I'll be testing resistance and voltage now. What could this be?
-
Sam, could be a microphonic tube or maybe just a dirty pin/contact -- just try resetting the tubes in the sockeets a couple of times as a first pass. Did you bring any new cell phones, or other electrical goodies -- wireless networking, etc. into your listening room lately?
Also, dod you have any shorting plugs -- just to make sure it's not coming from the source?
Sorry can't be more help,
Jim
-
am I the only one snorting my coffee when reading the subject lines of some of these threads
I mean, usually the above costs extra
-
OK, guys. It's not the tubes. Switched them out and used de-oxit on pins.
Resistance readings were funny at 39 and B4, so resoldered and they're fine now. Yeah. But, instead of screeching I get white noise/whooshing in the left channel. Right channel is fine.
Voltage readings are funny now: B5 is 99.3 and B6 is 3.186. These are too high. Shawn troubleshooted this with me on the phone and we couldn't come up with anything. I'm glad it's no longer screeching, but the sound in the left channel is horrible.
Help?
What could be causing this?
-
Sam, Sorry, other than what I suggested, I don't have any more to offer right now.
Chris, and yes, I almost said something like I had a girlfriend like that once... but as you can see, I was being cautious. The operative word here being "was" :-).
-- Jim
-
...
Voltage readings are funny now: B5 is 99.3 and B6 is 3.186. These are too high. Shawn troubleshooted this with me on the phone and we couldn't come up with anything. I'm glad it's no longer screeching, but the sound in the left channel is horrible.
Help?
What could be causing this?
B6 too high (the cathode; should be 2.5v) indicates too much current through the driver section. B5 too high (the plate; should be 70v) indicates not enough current through the driver section. No wonder you and Shawn had a hard time!
Make sure the grid stopper Rstop, (B4 to T39) is 220 ohms - it is somewhat fragile so look for any damage.
If it failed or had a bad connection as you suggested, that might have led to some damage to the cathode and/or plate resistors So ... check those two resistors. Cathode resistor Rkdriver (B6 to T37 ground) should be 1270 ohms, and RL should be 150K (B5 to T36? B+driver). Better check the resistor from T31 to T36 as well.
-
These test out ok, Paul. Except between B5 and 36, which I think is altered with the C4S.
So what else could be causing this? Note that the white noise does not drown out music, and does not change in volume when the volume pot is turned.
-
Oh - didn't know you had the C4S. I assume this is the first stereo SEX version? Sorry for the confusion, we really do need to get clear on the version identifications!

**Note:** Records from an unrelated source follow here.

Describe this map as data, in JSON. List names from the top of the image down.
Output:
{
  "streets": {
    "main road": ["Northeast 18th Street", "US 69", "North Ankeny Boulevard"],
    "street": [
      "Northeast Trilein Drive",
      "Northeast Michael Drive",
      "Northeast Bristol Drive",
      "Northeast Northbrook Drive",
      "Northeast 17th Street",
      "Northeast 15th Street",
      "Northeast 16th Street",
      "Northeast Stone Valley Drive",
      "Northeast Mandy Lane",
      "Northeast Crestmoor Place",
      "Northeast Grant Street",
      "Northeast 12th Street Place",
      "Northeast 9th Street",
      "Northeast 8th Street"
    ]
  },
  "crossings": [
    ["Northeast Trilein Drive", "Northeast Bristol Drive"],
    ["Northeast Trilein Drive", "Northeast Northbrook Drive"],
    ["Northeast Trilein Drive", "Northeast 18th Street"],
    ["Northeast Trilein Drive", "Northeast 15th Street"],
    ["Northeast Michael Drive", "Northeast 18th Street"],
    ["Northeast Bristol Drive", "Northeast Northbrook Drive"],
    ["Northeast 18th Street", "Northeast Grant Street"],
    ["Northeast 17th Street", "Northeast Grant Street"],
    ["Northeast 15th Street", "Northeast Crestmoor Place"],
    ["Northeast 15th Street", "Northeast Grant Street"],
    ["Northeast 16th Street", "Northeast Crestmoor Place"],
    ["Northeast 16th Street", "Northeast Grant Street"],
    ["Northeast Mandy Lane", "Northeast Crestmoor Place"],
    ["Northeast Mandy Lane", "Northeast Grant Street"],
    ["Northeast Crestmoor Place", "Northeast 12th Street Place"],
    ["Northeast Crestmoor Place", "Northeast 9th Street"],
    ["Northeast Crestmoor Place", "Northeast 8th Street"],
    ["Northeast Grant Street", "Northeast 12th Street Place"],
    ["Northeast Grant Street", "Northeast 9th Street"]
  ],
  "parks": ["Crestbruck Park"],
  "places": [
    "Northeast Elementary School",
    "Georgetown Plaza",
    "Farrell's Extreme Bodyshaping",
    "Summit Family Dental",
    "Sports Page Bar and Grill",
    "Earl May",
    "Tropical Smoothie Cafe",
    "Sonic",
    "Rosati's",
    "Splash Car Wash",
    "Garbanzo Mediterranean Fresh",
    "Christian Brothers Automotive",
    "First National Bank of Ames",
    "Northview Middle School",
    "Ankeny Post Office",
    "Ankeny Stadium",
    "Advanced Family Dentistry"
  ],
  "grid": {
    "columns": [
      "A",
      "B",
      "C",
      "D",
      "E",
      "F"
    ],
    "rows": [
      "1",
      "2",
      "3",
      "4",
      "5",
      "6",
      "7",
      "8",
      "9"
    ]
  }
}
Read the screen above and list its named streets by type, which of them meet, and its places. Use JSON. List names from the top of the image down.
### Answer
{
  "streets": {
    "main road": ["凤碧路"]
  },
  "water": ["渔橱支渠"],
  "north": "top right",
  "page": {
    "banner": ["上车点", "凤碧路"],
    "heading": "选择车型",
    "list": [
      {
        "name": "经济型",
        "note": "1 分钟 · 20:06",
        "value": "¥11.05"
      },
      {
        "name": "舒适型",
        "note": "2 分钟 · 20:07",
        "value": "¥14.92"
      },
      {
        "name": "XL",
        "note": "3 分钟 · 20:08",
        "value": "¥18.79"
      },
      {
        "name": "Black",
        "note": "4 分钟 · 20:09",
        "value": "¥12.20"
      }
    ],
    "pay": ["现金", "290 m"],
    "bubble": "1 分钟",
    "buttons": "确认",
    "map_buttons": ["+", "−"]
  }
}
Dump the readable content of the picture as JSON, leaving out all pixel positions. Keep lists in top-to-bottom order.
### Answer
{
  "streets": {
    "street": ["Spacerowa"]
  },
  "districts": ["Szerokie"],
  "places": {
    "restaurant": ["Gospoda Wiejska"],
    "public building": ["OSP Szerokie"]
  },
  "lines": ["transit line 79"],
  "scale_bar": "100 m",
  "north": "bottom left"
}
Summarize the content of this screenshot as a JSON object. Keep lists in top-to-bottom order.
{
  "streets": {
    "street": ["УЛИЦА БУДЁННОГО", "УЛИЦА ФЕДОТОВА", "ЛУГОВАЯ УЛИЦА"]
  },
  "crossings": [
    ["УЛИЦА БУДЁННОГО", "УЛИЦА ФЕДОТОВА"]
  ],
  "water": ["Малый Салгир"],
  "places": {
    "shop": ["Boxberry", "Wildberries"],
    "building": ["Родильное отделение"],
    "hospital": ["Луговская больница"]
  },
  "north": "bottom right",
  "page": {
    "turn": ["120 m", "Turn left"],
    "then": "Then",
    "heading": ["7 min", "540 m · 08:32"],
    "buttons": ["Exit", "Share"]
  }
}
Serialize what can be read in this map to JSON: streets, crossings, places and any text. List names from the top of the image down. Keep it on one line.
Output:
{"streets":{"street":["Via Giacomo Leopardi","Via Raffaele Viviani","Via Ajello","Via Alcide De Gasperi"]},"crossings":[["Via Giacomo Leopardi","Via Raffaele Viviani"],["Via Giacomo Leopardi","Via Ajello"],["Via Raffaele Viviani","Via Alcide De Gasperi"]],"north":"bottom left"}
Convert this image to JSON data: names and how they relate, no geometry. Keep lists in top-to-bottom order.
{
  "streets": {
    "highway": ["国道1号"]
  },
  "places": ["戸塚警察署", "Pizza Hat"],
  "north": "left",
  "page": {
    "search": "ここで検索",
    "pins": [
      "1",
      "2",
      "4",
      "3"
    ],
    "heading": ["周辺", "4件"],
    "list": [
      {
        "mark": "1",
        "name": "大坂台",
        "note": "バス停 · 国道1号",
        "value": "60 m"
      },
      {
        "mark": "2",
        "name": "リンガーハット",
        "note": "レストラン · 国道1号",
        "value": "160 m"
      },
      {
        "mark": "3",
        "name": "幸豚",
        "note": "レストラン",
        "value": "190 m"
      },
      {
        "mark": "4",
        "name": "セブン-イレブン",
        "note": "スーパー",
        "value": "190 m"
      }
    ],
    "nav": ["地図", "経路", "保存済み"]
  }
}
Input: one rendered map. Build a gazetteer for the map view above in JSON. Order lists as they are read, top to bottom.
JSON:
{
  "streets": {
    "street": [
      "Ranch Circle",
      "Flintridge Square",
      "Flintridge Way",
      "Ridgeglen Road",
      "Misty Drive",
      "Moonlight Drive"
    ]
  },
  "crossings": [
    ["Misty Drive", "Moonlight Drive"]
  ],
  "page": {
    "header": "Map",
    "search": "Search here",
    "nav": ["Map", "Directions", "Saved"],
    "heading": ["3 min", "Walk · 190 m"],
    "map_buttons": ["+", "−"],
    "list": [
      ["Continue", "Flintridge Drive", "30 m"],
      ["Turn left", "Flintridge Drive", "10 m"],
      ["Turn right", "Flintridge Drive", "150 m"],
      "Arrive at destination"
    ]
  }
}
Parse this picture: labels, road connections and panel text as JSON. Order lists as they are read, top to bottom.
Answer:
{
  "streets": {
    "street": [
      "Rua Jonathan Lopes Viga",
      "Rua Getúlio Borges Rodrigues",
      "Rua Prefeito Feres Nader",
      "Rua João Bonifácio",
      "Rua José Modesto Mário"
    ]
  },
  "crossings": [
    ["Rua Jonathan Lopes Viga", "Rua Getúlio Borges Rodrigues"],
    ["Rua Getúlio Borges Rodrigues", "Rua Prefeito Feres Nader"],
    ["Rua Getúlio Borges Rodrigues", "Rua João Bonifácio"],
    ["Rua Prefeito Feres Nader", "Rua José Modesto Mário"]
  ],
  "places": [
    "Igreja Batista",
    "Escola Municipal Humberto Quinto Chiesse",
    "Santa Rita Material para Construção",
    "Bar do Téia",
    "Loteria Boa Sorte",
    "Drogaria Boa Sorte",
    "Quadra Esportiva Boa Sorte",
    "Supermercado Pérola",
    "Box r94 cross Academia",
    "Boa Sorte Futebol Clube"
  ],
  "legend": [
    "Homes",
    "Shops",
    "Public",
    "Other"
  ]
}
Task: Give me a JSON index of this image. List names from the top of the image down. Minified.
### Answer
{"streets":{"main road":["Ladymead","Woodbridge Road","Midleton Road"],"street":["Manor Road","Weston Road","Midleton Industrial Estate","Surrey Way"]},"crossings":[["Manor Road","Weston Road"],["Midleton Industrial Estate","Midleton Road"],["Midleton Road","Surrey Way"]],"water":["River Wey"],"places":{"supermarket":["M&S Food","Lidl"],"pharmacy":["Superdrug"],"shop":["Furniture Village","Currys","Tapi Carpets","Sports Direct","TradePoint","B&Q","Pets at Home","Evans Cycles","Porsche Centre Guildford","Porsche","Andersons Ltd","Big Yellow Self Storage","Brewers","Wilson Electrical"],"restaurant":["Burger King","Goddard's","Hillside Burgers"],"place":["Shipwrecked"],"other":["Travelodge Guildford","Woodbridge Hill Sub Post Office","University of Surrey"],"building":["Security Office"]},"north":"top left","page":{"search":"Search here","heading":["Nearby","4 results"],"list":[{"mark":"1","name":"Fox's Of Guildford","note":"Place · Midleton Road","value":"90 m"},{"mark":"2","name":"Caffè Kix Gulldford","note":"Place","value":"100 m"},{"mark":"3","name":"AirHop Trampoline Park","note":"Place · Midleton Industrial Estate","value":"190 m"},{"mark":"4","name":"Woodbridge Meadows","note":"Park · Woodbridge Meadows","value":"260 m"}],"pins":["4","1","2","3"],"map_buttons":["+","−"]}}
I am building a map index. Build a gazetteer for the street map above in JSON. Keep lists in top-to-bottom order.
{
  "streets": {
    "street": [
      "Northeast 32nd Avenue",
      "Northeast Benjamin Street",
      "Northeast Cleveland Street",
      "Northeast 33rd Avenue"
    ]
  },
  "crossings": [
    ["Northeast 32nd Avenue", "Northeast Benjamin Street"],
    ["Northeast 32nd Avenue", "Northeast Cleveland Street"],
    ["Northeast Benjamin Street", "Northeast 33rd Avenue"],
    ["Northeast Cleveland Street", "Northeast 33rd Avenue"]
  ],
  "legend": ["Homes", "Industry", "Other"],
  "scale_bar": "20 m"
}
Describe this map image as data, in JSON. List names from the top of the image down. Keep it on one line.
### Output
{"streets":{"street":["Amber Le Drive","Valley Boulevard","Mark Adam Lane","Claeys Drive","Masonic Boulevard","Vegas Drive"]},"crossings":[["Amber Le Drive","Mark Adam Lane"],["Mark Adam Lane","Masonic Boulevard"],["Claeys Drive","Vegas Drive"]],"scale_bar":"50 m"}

The voltages seem to indicate the C4S is providing a bit too much current. First check is of course whether the LEDs glow properly on both boards. You could swap the C4S feed (just the wires that go to B5 and A5, if they are long enough) and see if the noise moves to the other channel - if it does then it's definitely the C4S board. The bad grid connections could conceivably have resulted in some damage to the MJE350 - but I would just get a whole new board rather than try to figure out which parts are bad.
If swapping the C4S outputs does not swap the noise, then it's somewhere else. Does the volume control have any effect on the noise?
-
Yes, when I switch the C4S boards the sound switches channels. I'm removing the C4S for now and putting the old resistors in until I can get replacement parts from Bottlehead.
Thanks, Paul!
-
C4S boards removed and old resistors in place. Works fine!
I think the screeching may have come from an improperly soldered cap at 34 (to the tube socket). This must have then damaged the C4S board...?
Anyway, thanks for your help everyone.
-
So would BH be willing to send me replacement parts? I left a message at BH HQ. If yes, that would be great. Just let me know if I need to pay for these...
-
After months of no problems and all-day listening yesterday, this happened again this morning.
But I've misplaced my manual, so I can't check resistance and voltage. Anyone willing to give me those figures?
-
Contact cleaner to the tube pins did the trick. I might have spotted a dog hair in there. Damn dog!
Catastrophe averted. For now.
-
And, it's acting up again. Every few days when I start it up in the morning I get feedback from both speakers. Cleaning the tube sockets and pins with contact cleaner works for a few days. This morning it did not work. I've tried cleaning and recleaning. It's oscillating so bad that I don't even need to have the speakers of 'phone plugged in to hear it.
Any clue where to start locating the source of this problem? Why is it always late December when it starts acting up? Weather? Nothing else has changed. I haven't moved the amp one inch.
The only thing I can think of that's I've done differently recently is that I've been using the amp 3 to 4 times more each day. Last night it was on from 6 to 11 or so. Maybe it's gotten heated up with this long usage and this has somehow had an effect ...?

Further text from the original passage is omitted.